▶ [Items listed in a dataset]:
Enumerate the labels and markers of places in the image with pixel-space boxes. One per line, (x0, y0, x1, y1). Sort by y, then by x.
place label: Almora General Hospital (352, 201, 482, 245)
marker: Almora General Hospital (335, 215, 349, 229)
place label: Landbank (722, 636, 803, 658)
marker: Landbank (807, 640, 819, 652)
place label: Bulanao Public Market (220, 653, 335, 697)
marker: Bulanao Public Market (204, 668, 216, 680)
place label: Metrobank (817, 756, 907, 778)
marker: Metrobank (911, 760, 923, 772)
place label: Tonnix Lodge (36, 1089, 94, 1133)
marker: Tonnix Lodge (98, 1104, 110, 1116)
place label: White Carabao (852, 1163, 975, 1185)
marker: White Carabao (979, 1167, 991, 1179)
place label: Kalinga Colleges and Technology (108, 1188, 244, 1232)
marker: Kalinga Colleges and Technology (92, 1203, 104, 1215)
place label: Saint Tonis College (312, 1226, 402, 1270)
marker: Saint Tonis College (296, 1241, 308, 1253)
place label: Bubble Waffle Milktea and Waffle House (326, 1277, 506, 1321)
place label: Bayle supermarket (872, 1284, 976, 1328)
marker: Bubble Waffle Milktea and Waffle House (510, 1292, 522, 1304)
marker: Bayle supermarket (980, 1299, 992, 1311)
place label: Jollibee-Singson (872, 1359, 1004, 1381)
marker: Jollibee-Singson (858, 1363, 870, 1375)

...

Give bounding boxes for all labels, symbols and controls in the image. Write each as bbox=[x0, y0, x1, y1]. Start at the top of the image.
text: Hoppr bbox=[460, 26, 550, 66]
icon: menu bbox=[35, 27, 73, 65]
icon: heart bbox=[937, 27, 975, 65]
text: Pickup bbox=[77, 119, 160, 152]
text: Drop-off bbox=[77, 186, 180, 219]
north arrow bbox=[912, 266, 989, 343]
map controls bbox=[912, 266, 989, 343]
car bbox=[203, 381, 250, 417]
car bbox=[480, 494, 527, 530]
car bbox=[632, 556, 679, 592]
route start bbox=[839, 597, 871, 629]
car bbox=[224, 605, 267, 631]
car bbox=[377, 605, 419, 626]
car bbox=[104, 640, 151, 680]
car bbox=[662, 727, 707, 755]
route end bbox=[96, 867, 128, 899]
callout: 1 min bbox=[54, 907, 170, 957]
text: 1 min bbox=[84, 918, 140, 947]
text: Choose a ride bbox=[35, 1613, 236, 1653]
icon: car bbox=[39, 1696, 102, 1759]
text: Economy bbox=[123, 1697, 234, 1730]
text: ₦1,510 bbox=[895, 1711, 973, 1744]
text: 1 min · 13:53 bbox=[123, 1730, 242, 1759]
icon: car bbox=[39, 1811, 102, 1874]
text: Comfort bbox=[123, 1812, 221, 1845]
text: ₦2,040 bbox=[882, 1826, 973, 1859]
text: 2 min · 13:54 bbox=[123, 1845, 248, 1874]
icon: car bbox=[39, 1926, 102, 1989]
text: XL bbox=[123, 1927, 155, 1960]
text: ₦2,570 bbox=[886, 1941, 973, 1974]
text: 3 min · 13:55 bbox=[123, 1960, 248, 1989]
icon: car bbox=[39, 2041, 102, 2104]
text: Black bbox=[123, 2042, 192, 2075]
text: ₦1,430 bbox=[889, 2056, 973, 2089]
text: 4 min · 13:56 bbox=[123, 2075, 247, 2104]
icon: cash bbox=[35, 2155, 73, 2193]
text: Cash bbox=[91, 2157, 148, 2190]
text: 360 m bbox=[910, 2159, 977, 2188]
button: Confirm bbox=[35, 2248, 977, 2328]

▶ [REQUIRED ACTION]:
Scan the records above for the word "image" and return every line where it occurs.

▶ [SOLUTION TO THE EXERCISE]:
Enumerate the labels and markers of places in the image with pixel-space boxes. One per line, (x0, y0, x1, y1). Sort by y, then by x.
Give bounding boxes for all labels, symbols and controls in the image. Write each as bbox=[x0, y0, x1, y1]. Start at the top of the image.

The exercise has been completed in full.